“I pray that you may… know the love of Christ that surpasses knowledge, so that you may be filled with all the fullness of God” (Eph. 3:18-19).
Today the Episcopal Church commemorates Phillips Brooks, a noted priest and preacher who was rector of Trinity Church, Copley Square, in Boston, for many years. Brooks was not uncontroversial: there were protests when he was consecrated bishop, a suspicion of defective theology; but he was universally loved by people of all theological stripes in the Back Bay of Boston. He served as bishop for slightly more than a year before his untimely death, and so it’s as a preacher that he is principally remembered. Oh, yes: he also wrote the text that became the well-known hymn, “O Little Town of Bethlehem,” which is certainly his lasting memorial.
Our first reading for this lesser feast puts front and center a theological conundrum, as St. Paul exhorts his listeners to know the love of Christ that surpasses knowledge itself. It’s not quite an injunction to know the unknowable, which would be logically impossible, but it’s close. The love of Christ, about which Paul is speaking, is not unknowable, after all: we have ample illustration in the life of Christ himself. Another hymn writer, Horatius Bonar, put it this way, “We read thee best in him who came/ to bear for us the cross of shame,/ sent from the Father from on high,/ our life to live,/ our death to die.”
The love of God as seen in the life of Christ can be known because Christ himself can be known. But the love of Christ itself surpasses what we can know of it: it goes beyond what we can understand or comprehend. St. Paul actually talks about “comprehension” earlier in the passage, calling on Christians in Ephesus to comprehend, along with the whole church, “what is the breadth and length and height and depth” (Eph. 3:18) of that love. Paul is letting us know here that this is an extensive subject, covering a wide territory: as extensive as Jesus Christ himself, with a range and a scope that is universal. To comprehend something does not mean to encompass it, in order to corral it and domesticate it: here it means to understand, to connect with, to feel the impact of the love of Christ.
That brings us to a last point before application: if there is a challenge for Christians to know the love of Christ that surpasses knowledge, then it’s for a purpose, “that you may be filled with all the fullness of God” (Eph. 3:19). Now here we really are in the midst of a theological conundrum, as St. Paul prays that finite Christians my be filled with the fullness of the infinite God. Not just finite Christians, mere mortals, dust of the earth, of course; but, more profoundly, broken folk, sinful folk, even the rebellious folk that we are. We are to be filled with the fullness of God.

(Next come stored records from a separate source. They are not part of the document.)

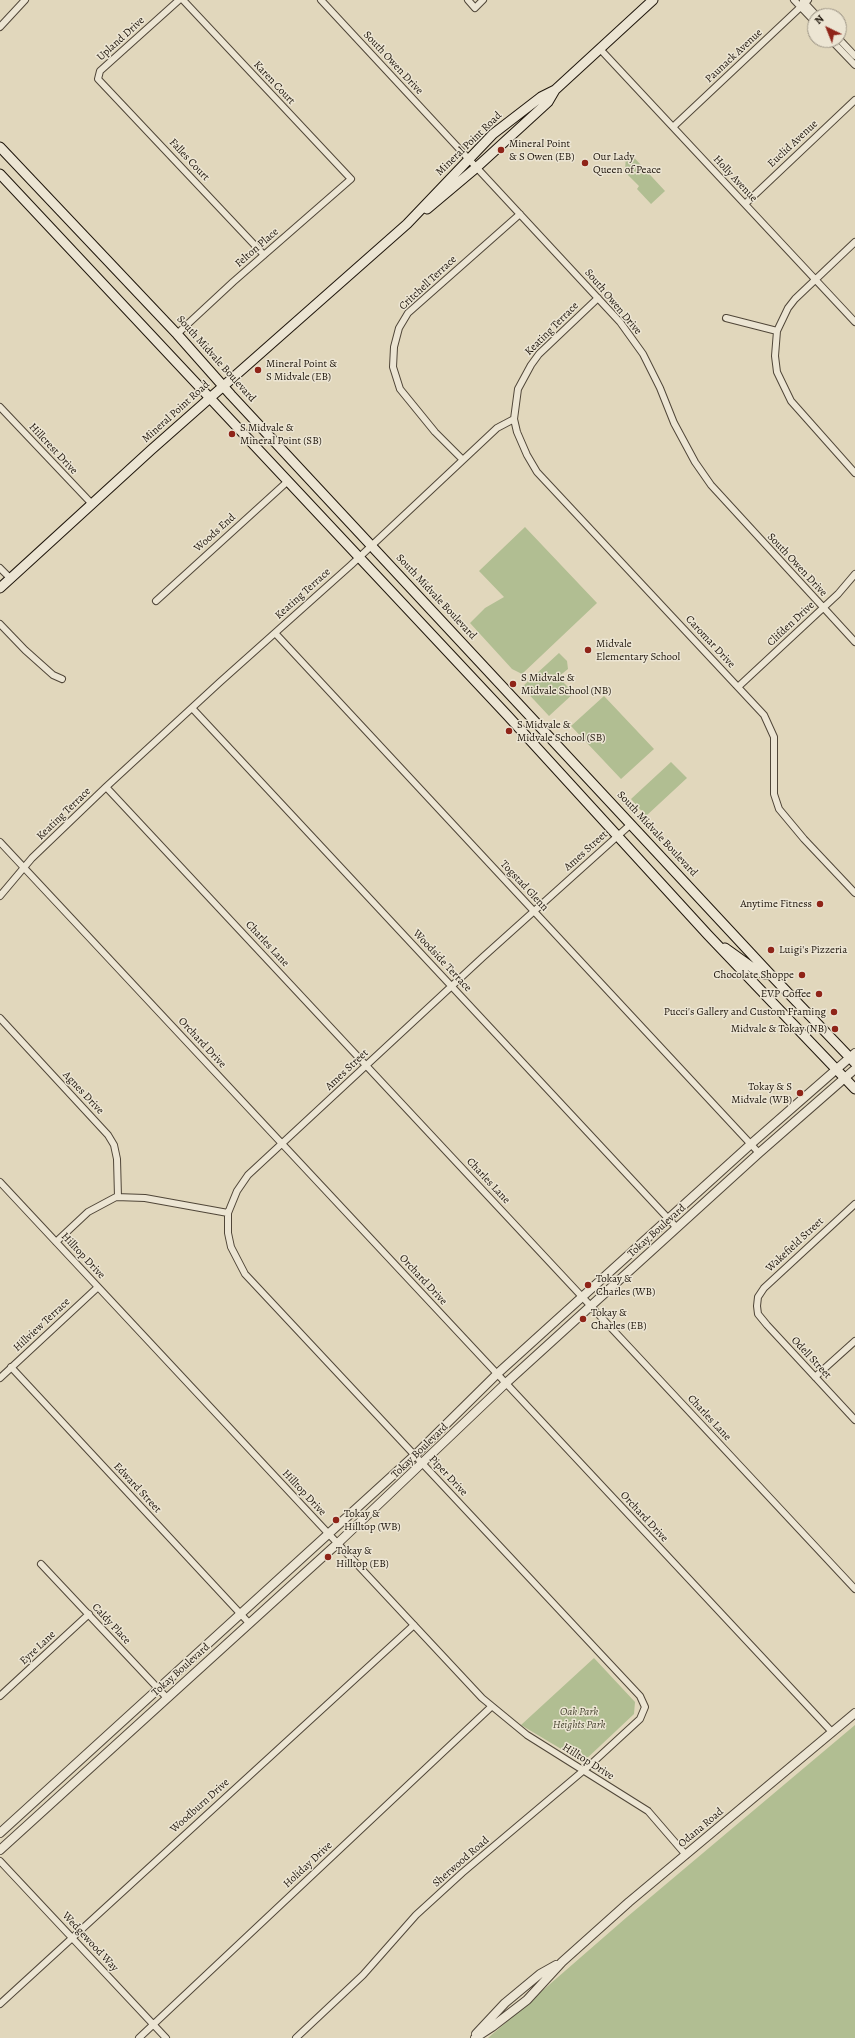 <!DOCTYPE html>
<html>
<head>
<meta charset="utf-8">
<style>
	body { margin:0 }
	#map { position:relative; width:855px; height:2038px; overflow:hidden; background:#e1d7bc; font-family:Alegreya,serif }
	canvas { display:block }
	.north { position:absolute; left:807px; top:8px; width:40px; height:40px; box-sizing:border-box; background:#ece5d3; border:1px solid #9a9283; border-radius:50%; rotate:317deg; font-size:11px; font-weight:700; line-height:16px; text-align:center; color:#1f160c }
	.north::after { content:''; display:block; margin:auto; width:14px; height:18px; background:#8f2418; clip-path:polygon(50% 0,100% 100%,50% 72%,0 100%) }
</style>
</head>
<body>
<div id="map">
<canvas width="855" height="2038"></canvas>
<div class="north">N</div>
</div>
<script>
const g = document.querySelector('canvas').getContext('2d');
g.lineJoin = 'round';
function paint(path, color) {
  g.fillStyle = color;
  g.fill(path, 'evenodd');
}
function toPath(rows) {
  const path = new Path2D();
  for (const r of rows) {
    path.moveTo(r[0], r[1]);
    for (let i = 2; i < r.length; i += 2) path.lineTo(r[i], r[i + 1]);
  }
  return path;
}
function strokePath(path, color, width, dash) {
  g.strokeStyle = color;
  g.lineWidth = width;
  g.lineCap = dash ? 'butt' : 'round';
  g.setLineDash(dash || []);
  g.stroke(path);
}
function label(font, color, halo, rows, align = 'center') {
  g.font = font + ' Alegreya,serif';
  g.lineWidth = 3;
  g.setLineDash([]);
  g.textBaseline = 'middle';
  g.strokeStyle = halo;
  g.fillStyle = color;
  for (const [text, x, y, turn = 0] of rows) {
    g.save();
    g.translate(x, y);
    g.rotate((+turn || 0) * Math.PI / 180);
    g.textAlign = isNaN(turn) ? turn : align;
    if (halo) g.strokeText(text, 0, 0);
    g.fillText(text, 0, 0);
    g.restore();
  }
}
paint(toPath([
	[628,151,665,191,651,204,637,189,639,186,625,172,626,153],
	[525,527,597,603,522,674,512,669,470,623,485,608,504,597,479,571],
	[559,653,567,661,568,669,558,677,574,693,549,716,522,687],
	[604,696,654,749,621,779,571,726],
	[671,762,687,778,646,816,631,799],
	[594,1658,635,1702,634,1714,583,1762,521,1725],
	[855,1725,855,2038,488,2038,627,1917]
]), '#b1be92');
const minor = toPath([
	[179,0,100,71,98,79,264,255],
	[321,0,620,322,643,354,660,388,674,423,695,462,711,485,855,642],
	[468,0,475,8,483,0],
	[794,0,815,22],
	[803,1,817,16],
	[0,27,25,0],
	[839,39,855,56],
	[831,40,855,65],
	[600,49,855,322],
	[673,127,808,0],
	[745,204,855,100],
	[855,242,795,299,788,308,777,331,775,356,777,372,791,401,855,473],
	[726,318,777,331],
	[177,334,233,282,351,179,183,0],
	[0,407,92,504],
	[514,419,517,432,527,455,537,472,764,715,774,737,774,794,779,809,804,839,855,893],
	[463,460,435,432,400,389,393,367,394,347,399,328,408,313,520,214],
	[0,568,10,578],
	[156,601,288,481],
	[0,624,25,650,53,675,62,679],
	[275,633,759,1153],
	[738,687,838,594,855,574],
	[192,708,677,1228],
	[106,787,855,1589],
	[0,842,832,1732],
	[0,896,32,858,106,787,220,682,351,565,497,428,514,419,518,389,531,365,539,354,598,298],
	[0,1018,108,1135,114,1145,117,1159,118,1197],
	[0,1182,482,1698,527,1735,648,1811,686,1855],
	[855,1204,764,1288,758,1297,757,1306,758,1314,767,1325,855,1420],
	[228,1213,228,1233,231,1247,245,1274,640,1696,645,1707,640,1719,590,1765,462,1873,416,1915,363,1975,296,2038],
	[56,1242,88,1212,116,1197,145,1198,228,1213,237,1191,248,1175,483,957,631,824],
	[11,1367,249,1623],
	[815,1377,855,1341],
	[0,1378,98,1287],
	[41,1564,167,1698],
	[0,1696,89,1614],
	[0,1861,166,2038],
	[0,2004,414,1625],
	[139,2038,491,1707]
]);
const tertiary = toPath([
	[0,1833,415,1455,497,1374,751,1144,855,1053],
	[0,1850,338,1543,506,1383,759,1153,855,1069],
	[476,2034,505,2003,540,1974,556,1965],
	[475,2038,492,2027,527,2000,562,1962,629,1902,855,1713]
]);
const secondary = toPath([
	[0,147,177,334,231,395,770,974,855,1063],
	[0,174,507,715,708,935,855,1089],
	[427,209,477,167,548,102,555,90],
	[0,588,151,450,407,224,493,134,541,97,555,90,653,0],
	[725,948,757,971,764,974,770,974]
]);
strokePath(minor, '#504638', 8);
strokePath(tertiary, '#504638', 10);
strokePath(secondary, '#1f160c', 11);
strokePath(minor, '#ece5d3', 6);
strokePath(tertiary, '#ece5d3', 8);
strokePath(secondary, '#ece5d3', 9);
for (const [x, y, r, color] of [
	[501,150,4,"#8f2418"],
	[585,163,4,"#8f2418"],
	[258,370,4,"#8f2418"],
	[232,434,4,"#8f2418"],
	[588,650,4,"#8f2418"],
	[513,684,4,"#8f2418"],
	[509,731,4,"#8f2418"],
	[820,904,4,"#8f2418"],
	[771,950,4,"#8f2418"],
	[802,975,4,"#8f2418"],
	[819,994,4,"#8f2418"],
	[834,1012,4,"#8f2418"],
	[835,1029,4,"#8f2418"],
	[800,1093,4,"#8f2418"],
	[588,1285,4,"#8f2418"],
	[583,1319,4,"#8f2418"],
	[336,1520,4,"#8f2418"],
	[328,1557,4,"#8f2418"]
]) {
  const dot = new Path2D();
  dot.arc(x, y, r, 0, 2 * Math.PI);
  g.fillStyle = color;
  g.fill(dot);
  strokePath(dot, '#ece5d3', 1.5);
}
label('11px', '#1f160c', '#ece5d3', [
	["Upland Drive",121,39,-42],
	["Paunack Avenue",734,56,-43],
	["South Owen Drive",393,63,47],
	["Karen Court",274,83,47],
	["Mineral Point Road",469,144,-44],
	["Euclid Avenue",793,144,-43],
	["Falles Court",189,160,47],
	["Holly Avenue",735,179,47],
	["Felton Place",257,248,-41],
	["Critchell Terrace",428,283,-43],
	["South Owen Drive",613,302,50],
	["Keating Terrace",552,329,-45],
	["South Midvale Boulevard",216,359,48],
	["Mineral Point Road",176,412,-42],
	["Hillcrest Drive",53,449,47],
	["Woods End",215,533,-42],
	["South Owen Drive",797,565,47],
	["Keating Terrace",303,594,-42],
	["South Midvale Boulevard",436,597,47],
	["Clifden Drive",791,624,-43],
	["Caromar Drive",710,642,47],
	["Keating Terrace",64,814,-44],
	["South Midvale Boulevard",657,834,47],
	["Ames Street",586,851,-42],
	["Togstad Glenn",524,886,47],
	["Charles Lane",267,944,47],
	["Woodside Terrace",442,961,47],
	["Orchard Drive",202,1043,47],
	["Ames Street",347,1070,-43],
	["Agnes Drive",83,1093,47],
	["Charles Lane",488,1181,47],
	["Tokay Boulevard",657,1231,-42],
	["Wakefield Street",795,1245,-43],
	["Hilltop Drive",83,1256,47],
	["Orchard Drive",423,1280,47],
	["Hillview Terrace",42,1325,-43],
	["Odell Street",811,1358,47],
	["Charles Lane",709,1418,47],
	["Tokay Boulevard",420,1451,-44],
	["Piper Drive",448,1476,47],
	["Edward Street",137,1488,47],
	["Hilltop Drive",304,1493,47],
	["Orchard Drive",644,1517,47],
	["Caldy Place",111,1624,47],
	["Eyre Lane",38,1648,-43],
	["Tokay Boulevard",181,1670,-42],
	["Hilltop Drive",588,1762,32],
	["Woodburn Drive",200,1806,-42],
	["Odana Road",701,1828,-40],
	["Sherwood Road",461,1862,-41],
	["Holiday Drive",308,1865,-43],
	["Wedgewood Way",90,1942,47]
]);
label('11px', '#1f160c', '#ece5d3', [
	["Mineral Point",509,144],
	["& S Owen (EB)",509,157],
	["Our Lady",593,157],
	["Queen of Peace",593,170],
	["Mineral Point &",266,364],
	["S Midvale (EB)",266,377],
	["S Midvale &",240,428],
	["Mineral Point (SB)",240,441],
	["Midvale",596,644],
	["Elementary School",596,657],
	["S Midvale &",521,678],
	["Midvale School (NB)",521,691],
	["S Midvale &",517,725],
	["Midvale School (SB)",517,738],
	["Anytime Fitness",812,904,"right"],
	["Luigi's Pizzeria",779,950],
	["Chocolate Shoppe",794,975,"right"],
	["EVP Coffee",811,994,"right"],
	["Pucci's Gallery and Custom Framing",826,1012,"right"],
	["Midvale & Tokay (NB)",827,1029,"right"],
	["Tokay & S",792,1087,"right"],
	["Midvale (WB)",792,1100,"right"],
	["Tokay &",596,1279],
	["Charles (WB)",596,1292],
	["Tokay &",591,1313],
	["Charles (EB)",591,1326],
	["Tokay &",344,1514],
	["Hilltop (WB)",344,1527],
	["Tokay &",336,1551],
	["Hilltop (EB)",336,1564]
], 'left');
label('italic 11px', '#4b4834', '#ece5d3', [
	["Oak Park",579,1712],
	["Heights Park",579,1725]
]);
</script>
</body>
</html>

That’s a tall pastoral order, but that’s exactly what Paul is about here: transformation. St. Paul makes that theme explicit elsewhere: “Be transformed by the renewing of your mind” (Rom. 12:2); or “[clothe] yourselves with the new self, which is being renewed in knowledge according to the image of its creator” (Col. 3:10). “The old has passed away; behold the new has come” (2 Cor. 5:17), as Paul writes to the Corinthians.
If we must be filled with all the fullness of God, we will need to be made into new people, new people in Christ. This transformation, this passage into new life, only comes through Jesus’ death and resurrection. To go back to Bonar’s hymn, “We read thy power to bless and save/ e’en in the darkness of the grave;/ still more in resurrection light/ we read the fullness of thy might.” It’s there that we come to know the love of Christ.
I promised application. Transformation, being “filled with all the fullness of God” (Eph. 3:19), comes through active participation in the life of Christ. If we are to know the love of Christ which surpasses understanding, we will need to engage in acts of discipleship.
Prayer, for one, following Jesus’ commandment; prayer which shapes and forms us. A discipline of Scripture reading is another practice. Another great preacher, John Donne, pointed out that the point of reading the bible is to apply the words to ourselves: “to find all the histories to be examples to me, all the prophecies to induce a Savior for me, all the Gospel to apply Christ Jesus to me” (John Donne’s Sermons on the Psalms and Gospels). Works of mercy, then, extended to others, by which we serve Jesus himself, and by which we come to love the neighbor as ourselves. Finally, the practice of the sacraments: Holy Baptism, which incorporates us into Christ’s body the church, and gives us his identity; and the celebration of the Holy Eucharist, in which Christ himself draws near to us in the sacrament of the altar.
My prayer for you, this day, dear parishioners of the Diocese of Tennessee, is that you may know the love of Christ that surpasses knowledge, and that all of us may be filled with the fullness of God.